Over the weekend, popular vote loser Donald Trump promised he had a plan for replacing Obamacare, an as-of-yet secret plan. And fellow Republicans had better like it.
Trump warned Republicans that if the party splinters or slows his agenda, he is ready to use the power of the presidency — and Twitter — to usher his legislation to passage. […]
Trump said his plan for replacing most aspects of Obama’s health-care law is all but finished. Although he was coy about its details — “lower numbers, much lower deductibles” — he said he is ready to unveil it alongside Ryan and Senate Majority Leader Mitch McConnell (R-Ky.). […]
For conservative Republicans dubious about his pledge to ensure coverage for millions, Trump pointed to several interviews he gave during the campaign in which he promised to “not have people dying on the street.”
“It’s not going to be their plan,” he said of people covered under the current law. “It’ll be another plan. But they’ll be beautifully covered. I don’t want single-payer. What I do want is to be able to take care of people,” he said Saturday.
Of course, there has yet to be a case of any nation providing universal "beautiful" coverage that's not a variation of single payer, built upon guaranteed universal access in which all the basics are provided by the government. That's just how the economics of healthcare works—in the reality in which we all live, you can't get there any other way. Trump's reality is obviously a different one.
So is Paul Ryan's.
In his reality, as long as there is some kind of "access" to healthcare, whether or not it's quality care and whether or not people can actually afford it, he's good. Because it really doesn't matter to him if you live or die on the street or otherwise.
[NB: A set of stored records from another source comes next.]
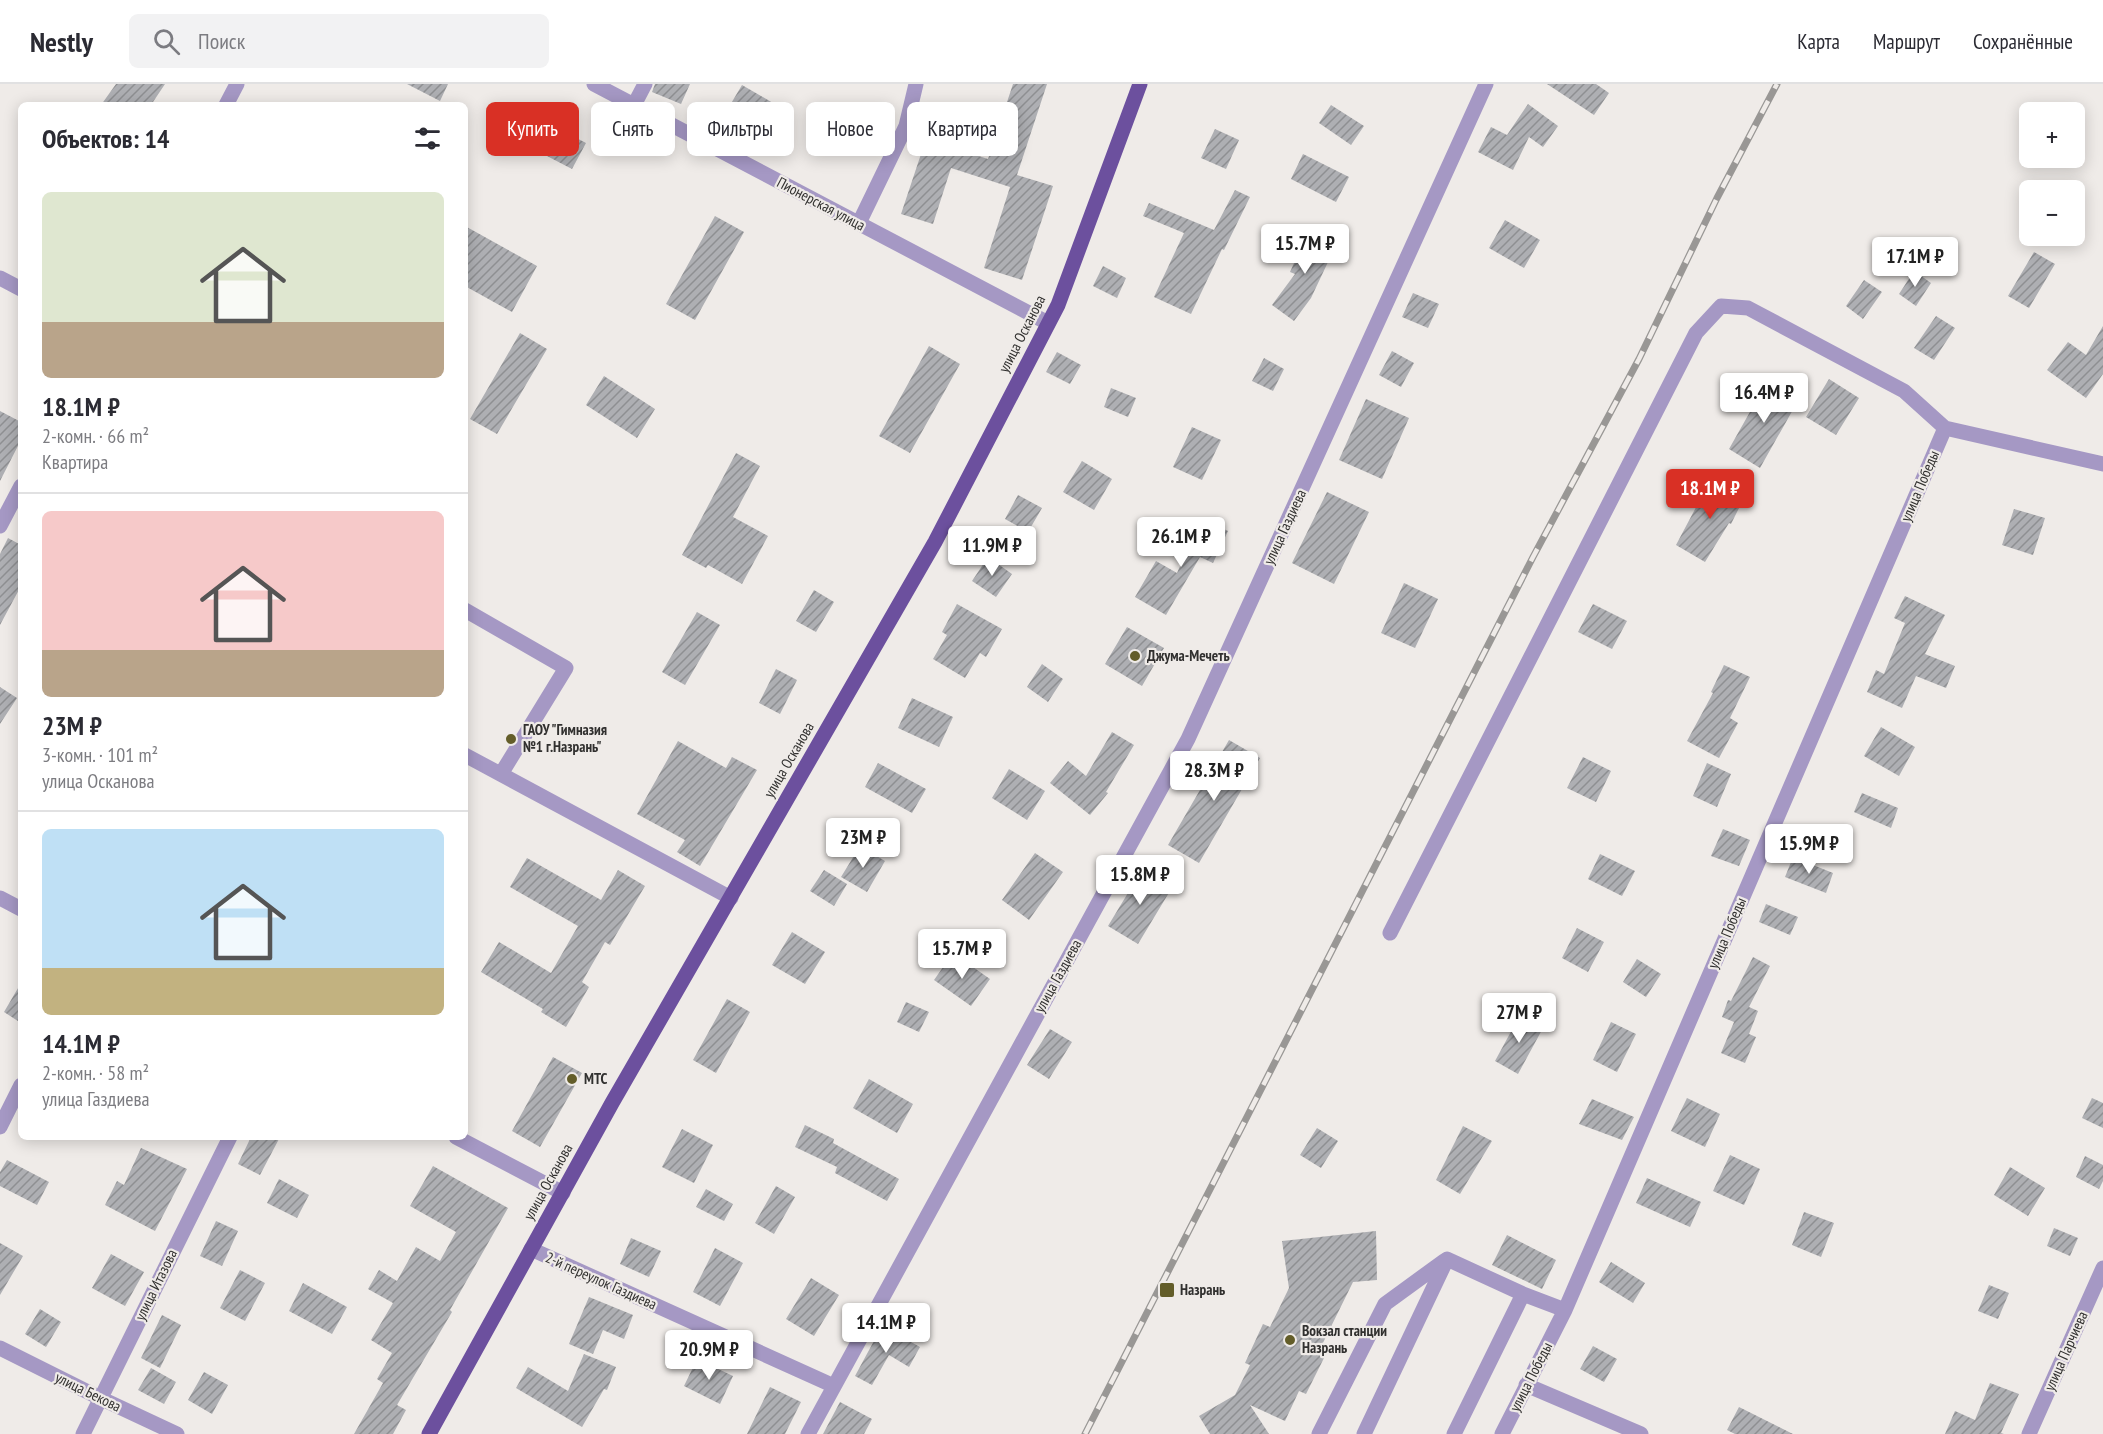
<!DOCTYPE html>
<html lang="ru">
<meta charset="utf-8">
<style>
body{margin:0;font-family:"PT Sans Narrow",sans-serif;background:#f2f2f3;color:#2b2b33;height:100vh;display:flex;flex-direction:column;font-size:22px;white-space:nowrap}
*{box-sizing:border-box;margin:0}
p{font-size:20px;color:#7c7c81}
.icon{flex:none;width:33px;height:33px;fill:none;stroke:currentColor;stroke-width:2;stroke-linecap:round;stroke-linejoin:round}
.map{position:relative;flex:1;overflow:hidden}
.sheet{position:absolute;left:18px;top:18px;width:450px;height:1038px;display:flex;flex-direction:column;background:#fff;border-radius:9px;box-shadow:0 3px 15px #0003}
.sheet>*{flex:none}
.banner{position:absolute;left:486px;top:18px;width:570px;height:54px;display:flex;gap:12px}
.controls{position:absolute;left:2019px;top:18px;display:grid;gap:12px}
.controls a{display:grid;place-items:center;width:66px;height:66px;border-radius:9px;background:#fff;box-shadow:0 3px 15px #0003;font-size:30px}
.price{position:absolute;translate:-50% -51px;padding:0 14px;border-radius:6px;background:#fff;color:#222;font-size:20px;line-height:39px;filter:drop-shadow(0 2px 3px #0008)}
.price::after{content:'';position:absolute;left:50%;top:36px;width:18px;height:14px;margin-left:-9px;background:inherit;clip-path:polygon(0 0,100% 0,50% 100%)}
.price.selected{background:#d93025;color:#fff}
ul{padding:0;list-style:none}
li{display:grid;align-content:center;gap:12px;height:318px;padding:0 24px}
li+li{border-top:2px solid #e1e1e2}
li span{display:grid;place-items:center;height:186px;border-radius:9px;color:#555}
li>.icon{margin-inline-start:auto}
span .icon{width:108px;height:108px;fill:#fffc;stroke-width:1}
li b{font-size:26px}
h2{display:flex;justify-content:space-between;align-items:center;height:72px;padding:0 24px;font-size:26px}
.chip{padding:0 21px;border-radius:9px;background:#fff;box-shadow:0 3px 15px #0003;font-size:21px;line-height:54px}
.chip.selected{background:#d93025;color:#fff}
header{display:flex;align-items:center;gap:36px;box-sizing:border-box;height:84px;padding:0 30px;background:#fff;border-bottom:2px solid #e1e1e2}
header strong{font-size:28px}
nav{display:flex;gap:33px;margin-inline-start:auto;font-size:21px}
.search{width:420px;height:54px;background:#f2f2f3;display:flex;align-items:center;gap:15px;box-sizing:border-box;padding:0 21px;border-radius:9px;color:#7c7c81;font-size:22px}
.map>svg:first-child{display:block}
.building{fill:url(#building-hatch)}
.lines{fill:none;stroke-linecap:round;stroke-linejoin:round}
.minor{stroke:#a598c4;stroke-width:15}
.major{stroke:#6c509e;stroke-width:15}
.rail-casing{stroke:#999795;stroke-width:7}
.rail{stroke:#efebe8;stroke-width:4.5;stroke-dasharray:14;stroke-linecap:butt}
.poi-dot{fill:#635d29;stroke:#efebe8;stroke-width:2}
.labels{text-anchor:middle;stroke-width:4.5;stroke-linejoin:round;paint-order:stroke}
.street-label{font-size:15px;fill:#31302f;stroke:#efebe8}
.poi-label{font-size:15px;font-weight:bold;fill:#31302f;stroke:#efebe8;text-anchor:start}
</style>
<header>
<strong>Nestly</strong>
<div class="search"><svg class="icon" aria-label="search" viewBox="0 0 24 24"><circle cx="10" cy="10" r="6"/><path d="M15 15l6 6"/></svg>Поиск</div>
<nav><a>Карта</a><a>Маршрут</a><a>Сохранённые</a></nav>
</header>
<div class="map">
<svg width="2103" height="1350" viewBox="0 0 2103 1350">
<defs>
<pattern id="building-hatch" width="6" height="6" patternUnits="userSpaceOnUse" patternTransform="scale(1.5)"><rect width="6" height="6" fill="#aeafb3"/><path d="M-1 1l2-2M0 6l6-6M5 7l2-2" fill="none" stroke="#8e8f92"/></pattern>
</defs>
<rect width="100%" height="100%" fill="#efebe8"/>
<!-- building -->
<path class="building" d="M116 0H165L151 21H101Z
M407 0H448L440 17Z
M655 0H690L681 20 652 8Z
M1013 0H1047L1017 91 1053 102 1022 196 984 184 1010 103 951 84 933 140 901 130 926 55 988 75Z
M1547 0H1596L1609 9 1594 31Z
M742 1 773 19 754 51 723 33Z
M1528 20 1558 42 1543 63 1529 53 1513 86 1478 68 1491 43 1507 51Z
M1331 21 1364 42 1351 61 1319 39Z
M536 33 586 59 572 85 522 59Z
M1215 45 1239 56 1226 85 1201 74Z
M1303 70 1349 93 1336 118 1291 95Z
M1235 106 1250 113 1224 166 1222 165 1191 230 1154 213 1184 149 1143 132 1149 119 1214 146Z
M715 132 744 148 695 236 666 220Z
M1505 136 1540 156 1524 184 1489 164Z
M465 142 537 182 512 228 465 202Z
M1309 146 1337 159 1311 214 1294 237 1272 221 1295 190 1290 188Z
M2034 168 2055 180 2029 224 2008 212Z
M1103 182 1126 194 1117 214 1093 202Z
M1914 187 1931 199 1916 222 1899 210Z
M1864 196 1882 208 1863 235 1846 222Z
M1413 209 1439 220 1428 244 1402 233Z
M1936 232 1955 244 1934 276 1914 264Z
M2103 242V290L2086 314 2047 286 2068 258 2086 271Z
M520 249 547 265 497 350 470 335Z
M929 262 960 280 910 369 879 352Z
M1392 267 1414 279 1401 303 1379 291Z
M1057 268 1081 281 1070 300 1046 288Z
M1264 274 1284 285 1273 307 1252 297Z
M604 292 655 325 637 354 586 321Z
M1829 295 1859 314 1836 351 1806 333Z
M1768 296 1799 315 1760 384 1729 365Z
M1111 304 1136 314 1128 333 1104 323Z
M1366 315 1409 334 1382 395 1339 376Z
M0 327 21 338V356L0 397Z
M1192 343 1221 356 1202 396 1173 383Z
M736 369 760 382 733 433 768 452 742 500 708 481 706 484 682 471Z
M1082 377 1112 395 1094 426 1063 408Z
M1711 395 1745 412 1731 440 1729 439 1705 478 1676 461Z
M1327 408 1369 428 1334 500 1292 479Z
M1018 411 1042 424 1028 448 1005 435Z
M2014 425 2045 434 2033 471 2002 461Z
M1201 434 1228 447 1213 479 1200 473 1166 531 1135 513 1156 477 1177 489Z
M8 454 21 461V502L0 541V470Z
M988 473 1012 490 996 513 972 497Z
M1404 499 1438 515 1415 564 1381 549Z
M814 506 834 518 816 548 796 537Z
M1905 512 1945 531 1925 570 1955 582 1946 604 1916 592 1902 624 1867 608 1876 586 1884 590 1905 539 1894 534Z
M957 520 1002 545 986 573 980 569 965 594 933 575 947 551 942 548Z
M1593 520 1627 537 1612 565 1578 548Z
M697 528 720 541 685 601 662 588Z
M1127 543 1164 564 1142 602 1105 580Z
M1042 580 1063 595 1048 618 1027 603Z
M1724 581 1750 593 1730 634 1738 639 1719 674 1687 657 1713 609 1711 608Z
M776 585 797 596 780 630 759 619Z
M0 603 17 614 0 640Z
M912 614 953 633 939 663 898 644Z
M1881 643 1915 663 1899 692 1864 672Z
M1112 648 1134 661 1106 708 1108 709 1090 731 1050 699 1068 677 1086 692Z
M1229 656 1260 674 1199 779 1168 761Z
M678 657 726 684 732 673 757 686 700 782 677 768 685 756 637 730Z
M1583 673 1611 687 1596 718 1567 704Z
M878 679 926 705 912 729 865 703Z
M1707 679 1731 690 1717 723 1693 712Z
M1009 685 1045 707 1027 736 992 714Z
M1862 709 1898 724 1891 744 1854 728Z
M1723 745 1750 756 1739 782 1711 772Z
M860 762 885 777 867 808 841 793Z
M1035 769 1063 788 1029 836 1002 816Z
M1600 770 1635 787 1622 812 1588 795Z
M1793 773 1833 789 1826 809 1785 793Z
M527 774 601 816 618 786 645 802 610 861 605 858 582 898 589 903 566 943 541 928 543 925 481 888 499 858 551 889 578 842 510 803Z
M1143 784 1173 802 1138 860 1108 842Z
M824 786 847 800 834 822 810 807Z
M1766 820 1798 833 1790 851 1759 838Z
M1577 844 1604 858 1588 888 1562 874Z
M792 848 825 868 805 900 772 881Z
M953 869 990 895 971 922 934 896Z
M1753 873 1770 882 1749 923 1758 927 1749 950 1756 953 1745 979 1721 969 1734 938 1722 933 1728 916 1731 917Z
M1637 875 1661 890 1646 913 1623 898Z
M21 899V939L4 928Z
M727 915 750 928 716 989 693 976Z
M906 918 929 928 919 948 897 938Z
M1520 931 1543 944 1518 990 1495 977Z
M1611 938 1636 950 1617 988 1593 976Z
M1050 945 1072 958 1049 995 1027 981Z
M553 973 582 989 540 1063 512 1047Z
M869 995 913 1020 897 1049 853 1024Z
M1687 1014 1720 1030 1705 1063 1671 1047Z
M2092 1014 2103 1019V1044L2082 1034Z
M1592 1015 1634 1033 1622 1056 1579 1040Z
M805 1041 834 1055 833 1059 899 1095 887 1117 835 1089 837 1083 795 1063Z
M1463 1042 1492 1057 1460 1110 1436 1096Z
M1317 1044 1338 1057 1321 1084 1300 1071Z
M682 1045 713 1061 694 1099 662 1083Z
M251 1053H280L260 1091 238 1080Z
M141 1064 187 1085 155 1147 105 1121 117 1097 124 1101Z
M1730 1071 1760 1085 1744 1121 1713 1107Z
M2085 1072 2103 1081V1097L2099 1105 2076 1093Z
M7 1076 49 1098 37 1121 0 1102V1088Z
M433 1082 508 1124 450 1226 452 1228 397 1321 406 1326 393 1350H354L383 1299 377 1295 392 1269 371 1256 393 1219 368 1205 379 1186 397 1197 416 1163 440 1177 456 1148 410 1122Z
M2010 1083 2045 1104 2028 1132 1994 1111Z
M1647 1094 1701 1118 1690 1143 1636 1119Z
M279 1095 309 1111 297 1134 267 1119Z
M776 1102 795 1113 774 1150 755 1139Z
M706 1105 733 1120 724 1137 696 1123Z
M1804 1128 1834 1139 1821 1173 1792 1161Z
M216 1137 238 1147 222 1182 200 1172Z
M2054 1144 2078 1154 2070 1172 2047 1162Z
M1376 1147 1377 1196 1353 1198 1318 1269 1325 1272 1306 1310 1299 1307 1285 1337 1250 1321 1269 1350H1210L1199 1332 1235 1311 1250 1281 1245 1279 1263 1240 1270 1243 1289 1204 1282 1157Z
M1507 1151 1556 1176 1542 1205 1492 1181Z
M631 1154 661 1167 649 1193 620 1180Z
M0 1159 23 1172 0 1211Z
M715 1164 743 1179 720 1222 693 1208Z
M111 1170 144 1188 125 1222 92 1204Z
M1611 1178 1645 1199 1633 1219 1599 1198Z
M240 1186 265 1199 245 1237 220 1224Z
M811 1194 839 1211 814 1252 786 1235Z
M303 1199 347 1223 332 1250 289 1227Z
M1989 1201 2009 1209 1998 1235 1978 1227Z
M589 1213 633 1231 624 1255 603 1246 593 1270 569 1260Z
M40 1225 61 1238 46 1263 25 1250Z
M162 1231 181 1241 160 1284 141 1274Z
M882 1242 920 1263 909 1283 889 1271 872 1301 855 1292Z
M1593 1262 1617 1275 1604 1298 1580 1285Z
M584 1270 616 1283 607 1306 604 1305 582 1343 516 1304 528 1283 568 1307Z
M697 1275 733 1292 720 1320 684 1302Z
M151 1284 176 1298 164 1320 138 1306Z
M204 1288 228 1301 212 1330 188 1316Z
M1990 1299 2019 1310 2001 1349 2004 1350H1945L1955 1327 1975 1336Z
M770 1303 801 1318 785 1350H747Z
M840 1318 872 1335 864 1350H823Z
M1739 1323 1793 1350H1735L1727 1346Z"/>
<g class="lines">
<!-- minor -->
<path class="minor" d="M594 0 1048 239
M226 21 237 0
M634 21 645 0
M859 139 906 42 916 0
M0 194 21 205
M0 442 21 402
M465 526 566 584 501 690
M465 671 731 814
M0 814 21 825
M1390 849 1696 249 1721 222 1748 224 1904 307 1945 344 2103 380
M0 1043 21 1001
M456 1053 563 1109
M531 1165 834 1302
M0 1264 100 1314 177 1350
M1526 1301 1641 1350
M83 1350 230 1053
M808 1350 1188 655 1486 0
M1319 1350 1385 1220 1444 1177
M1364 1350 1447 1175 1523 1210 1565 1226
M1454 1350 1523 1210
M1502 1350 1565 1226 1945 344
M2029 1350 2103 1184"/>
<!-- major -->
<path class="major" d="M429 1350 612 1019 935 458 1058 221 1140 0"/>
<!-- rail casing -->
<g class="rail-casing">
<path id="rail" d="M1085 1350 1533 473 1639 275 1717 114 1777 0"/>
</g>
<!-- rail -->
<use href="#rail" class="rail"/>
</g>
<!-- markers -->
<g class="poi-dot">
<circle cx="1135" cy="572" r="6"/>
<circle cx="511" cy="655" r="6"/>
<circle cx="572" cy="995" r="6"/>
<rect x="1159" y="1198" width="16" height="16" rx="3"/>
<circle cx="1290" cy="1256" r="6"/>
</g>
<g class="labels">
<!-- street labels -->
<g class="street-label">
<text transform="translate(821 120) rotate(28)" y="5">Пионерская улица</text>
<text transform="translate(1022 250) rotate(-63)" y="5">улица Осканова</text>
<text transform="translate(1920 402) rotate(-67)" y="5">улица Победы</text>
<text transform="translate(1285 443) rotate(-65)" y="5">улица Газдиева</text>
<text transform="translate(789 676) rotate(-60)" y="5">улица Осканова</text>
<text transform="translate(1727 849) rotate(-67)" y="5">улица Победы</text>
<text transform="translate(1058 892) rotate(-61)" y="5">улица Газдиева</text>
<text transform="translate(548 1098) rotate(-61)" y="5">улица Осканова</text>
<text transform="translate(601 1197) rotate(24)" y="5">2-й переулок Газдиева</text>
<text transform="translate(156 1201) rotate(-64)" y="5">улица Итазова</text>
<text transform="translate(2066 1267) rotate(-66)" y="5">улица Парчиева</text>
<text transform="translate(1531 1293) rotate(-63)" y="5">улица Победы</text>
<text transform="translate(88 1308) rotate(26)" y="5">улица Бекова</text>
</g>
<!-- poi labels -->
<g class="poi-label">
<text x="1147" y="577">Джума-Мечеть</text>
<text x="523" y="651">ГАОУ "Гимназия<tspan x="523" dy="17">№1 г.Назрань"</tspan></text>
<text x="584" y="1000">МТС</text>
<text x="1180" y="1211">Назрань</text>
<text x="1302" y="1252">Вокзал станции<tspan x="1302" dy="17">Назрань</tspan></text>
</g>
</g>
</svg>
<div class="controls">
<a>+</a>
<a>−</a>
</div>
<b class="price" style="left:1305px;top:191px">15.7M ₽</b>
<b class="price" style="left:1915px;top:204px">17.1M ₽</b>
<b class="price" style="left:1764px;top:340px">16.4M ₽</b>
<b class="price selected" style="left:1710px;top:436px">18.1M ₽</b>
<b class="price" style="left:1181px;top:484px">26.1M ₽</b>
<b class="price" style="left:992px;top:493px">11.9M ₽</b>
<b class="price" style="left:1214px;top:718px">28.3M ₽</b>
<b class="price" style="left:863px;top:785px">23M ₽</b>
<b class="price" style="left:1809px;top:791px">15.9M ₽</b>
<b class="price" style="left:1140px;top:822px">15.8M ₽</b>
<b class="price" style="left:962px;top:896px">15.7M ₽</b>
<b class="price" style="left:1519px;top:960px">27M ₽</b>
<b class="price" style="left:886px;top:1270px">14.1M ₽</b>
<b class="price" style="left:709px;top:1297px">20.9M ₽</b>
<div class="banner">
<a class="chip selected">Купить</a>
<a class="chip">Снять</a>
<a class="chip">Фильтры</a>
<a class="chip">Новое</a>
<a class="chip">Квартира</a>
</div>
<section class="sheet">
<h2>Объектов: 14<svg class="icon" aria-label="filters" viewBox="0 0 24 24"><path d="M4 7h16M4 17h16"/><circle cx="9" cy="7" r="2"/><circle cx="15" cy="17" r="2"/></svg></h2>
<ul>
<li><span style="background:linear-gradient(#dfe7d0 70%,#b9a48a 0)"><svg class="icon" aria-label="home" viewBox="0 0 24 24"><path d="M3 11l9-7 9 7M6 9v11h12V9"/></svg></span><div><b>18.1M ₽</b><p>2-комн. · 66 m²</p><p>Квартира</p></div></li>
<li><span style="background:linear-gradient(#f6c9c9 75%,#b9a48a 0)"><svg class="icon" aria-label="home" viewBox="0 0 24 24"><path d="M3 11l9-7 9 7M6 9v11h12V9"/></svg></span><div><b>23M ₽</b><p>3-комн. · 101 m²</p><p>улица Осканова</p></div></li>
<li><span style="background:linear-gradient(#bfe0f5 75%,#c2b280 0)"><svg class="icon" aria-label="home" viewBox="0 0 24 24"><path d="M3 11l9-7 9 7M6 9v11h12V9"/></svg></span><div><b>14.1M ₽</b><p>2-комн. · 58 m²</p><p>улица Газдиева</p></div></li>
</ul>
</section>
</div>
And in between them is Trump's new mouthpiece, Sean Spicer, who went on the TV Monday morning to try to bridge the gap between what Trump says and what Ryan will allow and came up with nonsense. Trump's goal, he said, is "to get insurance for everybody through marketplace solutions, through bringing costs down, through negotiating with pharmaceutical companies, allowing competition over state lines." As if Trump's vision and Ryan's vision aren't divergent and as if either were remotely realistic.
The key takeaway: Republicans in Congress have started the repeal snowball rolling—and none of them have any idea what's going to happen next.